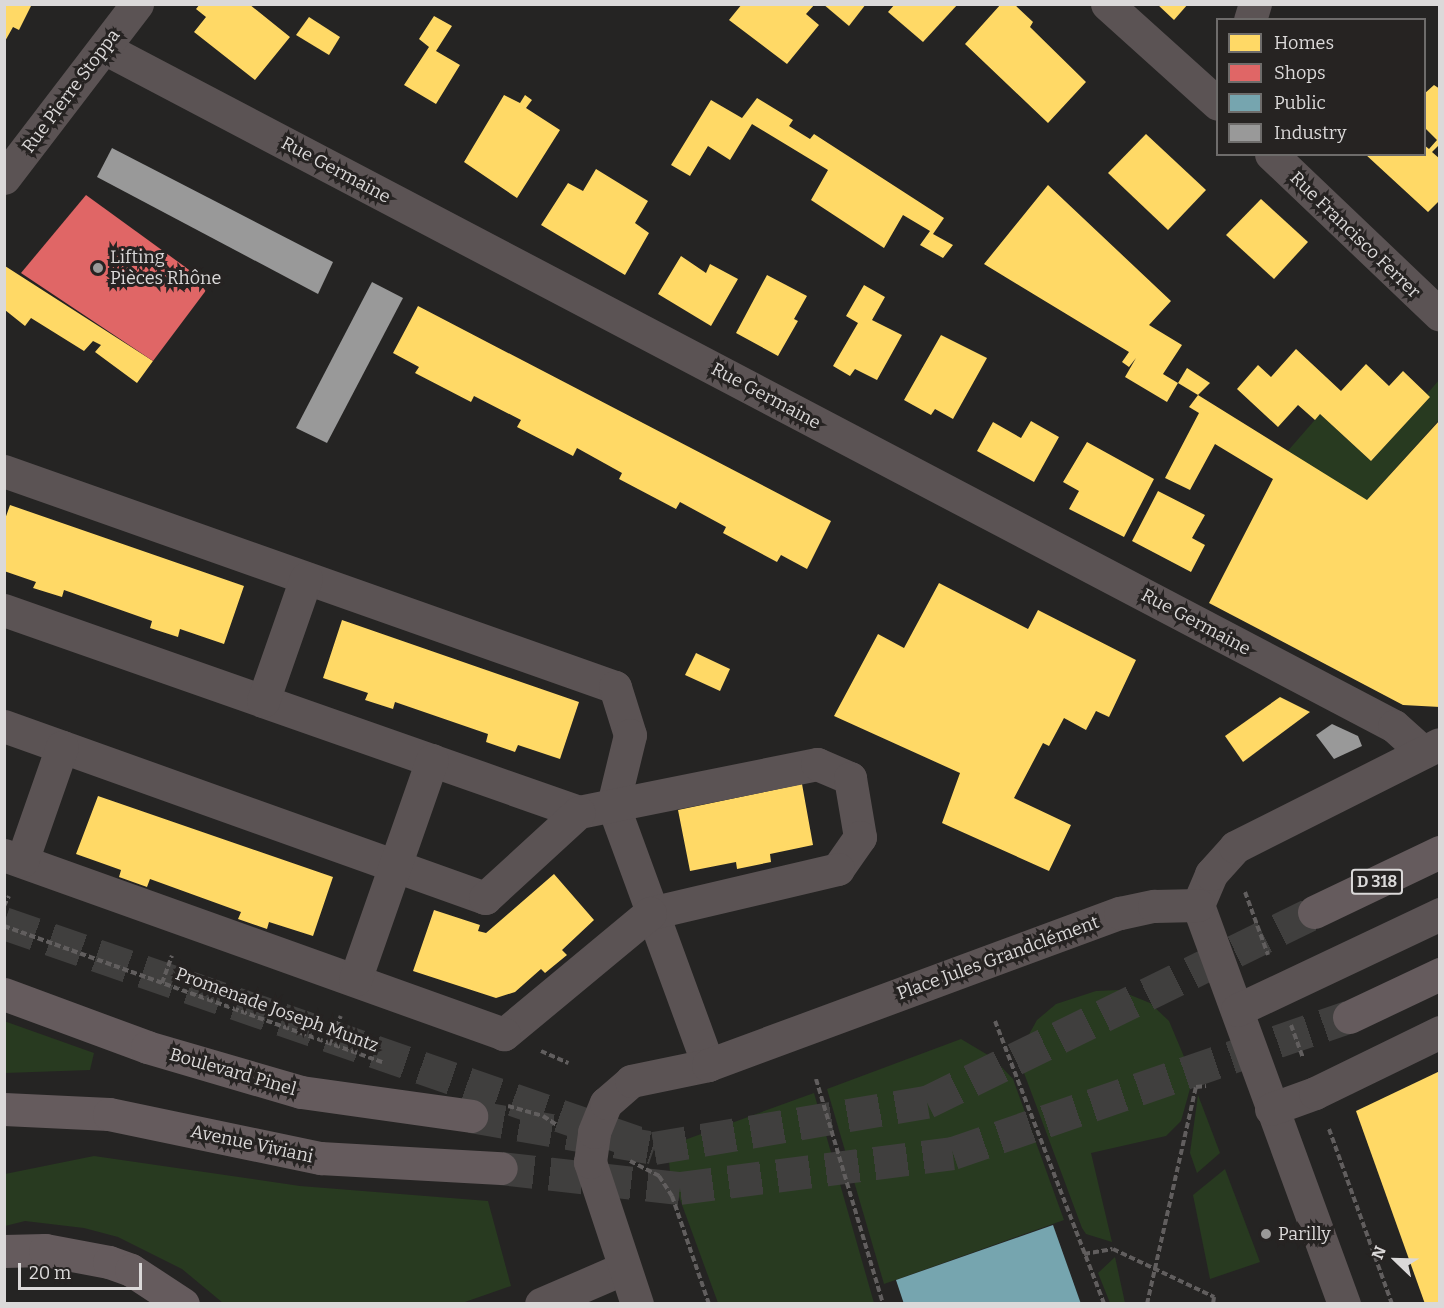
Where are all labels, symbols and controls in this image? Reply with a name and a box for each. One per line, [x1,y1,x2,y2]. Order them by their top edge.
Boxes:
legend [1216,18,1426,156]
street label: Rue Pierre Stoppa [18,25,124,157]
text: Homes [1274,32,1334,54]
text: Shops [1274,62,1326,84]
text: Public [1274,92,1326,114]
text: Industry [1274,122,1346,144]
street label: Rue Germaine [278,132,394,208]
street label: Rue Francisco Ferrer [1285,167,1425,303]
place label: Lifting Pièces Rhône [110,247,221,290]
marker: Lifting Pièces Rhône [91,261,105,275]
street label: Rue Germaine [708,358,824,434]
street label: Rue Germaine [1138,584,1254,660]
road number: D 318 [1350,869,1404,895]
street label: Place Jules Grandclément [894,911,1102,1005]
street label: Promenade Joseph Muntz [172,963,382,1057]
street label: Boulevard Pinel [167,1044,299,1100]
street label: Avenue Viviani [189,1120,315,1168]
place label: Parilly [1278,1223,1331,1245]
marker: Parilly [1259,1227,1273,1241]
north arrow [1366,1230,1426,1290]
text: N [1368,1243,1390,1262]
scale bar [21,1251,146,1289]
text: 20 m [29,1262,71,1284]

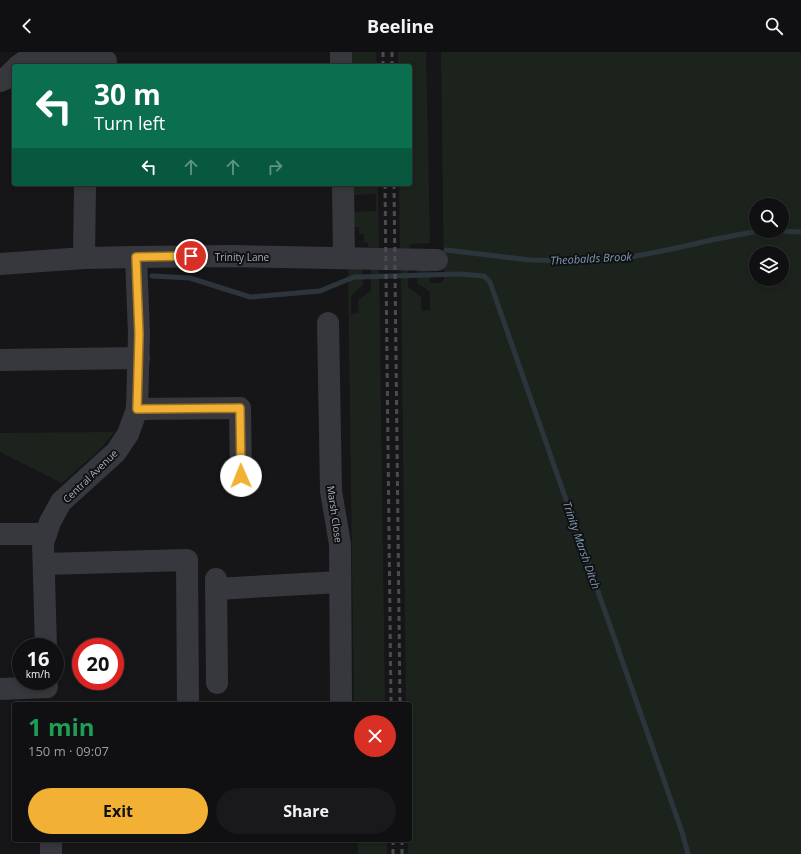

About this exercise: Repeat the records above word for word, apart from the pictures.

Solution to the problem:
Where are all labels, symbols and controls in this image? Reply with a name and a box for each. One per line, [x1,y1,x2,y2]. Order them by their top edge.
Boxes:
legend [1216,18,1426,156]
street label: Rue Pierre Stoppa [18,25,124,157]
text: Homes [1274,32,1334,54]
text: Shops [1274,62,1326,84]
text: Public [1274,92,1326,114]
text: Industry [1274,122,1346,144]
street label: Rue Germaine [278,132,394,208]
street label: Rue Francisco Ferrer [1285,167,1425,303]
place label: Lifting Pièces Rhône [110,247,221,290]
marker: Lifting Pièces Rhône [91,261,105,275]
street label: Rue Germaine [708,358,824,434]
street label: Rue Germaine [1138,584,1254,660]
road number: D 318 [1350,869,1404,895]
street label: Place Jules Grandclément [894,911,1102,1005]
street label: Promenade Joseph Muntz [172,963,382,1057]
street label: Boulevard Pinel [167,1044,299,1100]
street label: Avenue Viviani [189,1120,315,1168]
place label: Parilly [1278,1223,1331,1245]
marker: Parilly [1259,1227,1273,1241]
north arrow [1366,1230,1426,1290]
text: N [1368,1243,1390,1262]
scale bar [21,1251,146,1289]
text: 20 m [29,1262,71,1284]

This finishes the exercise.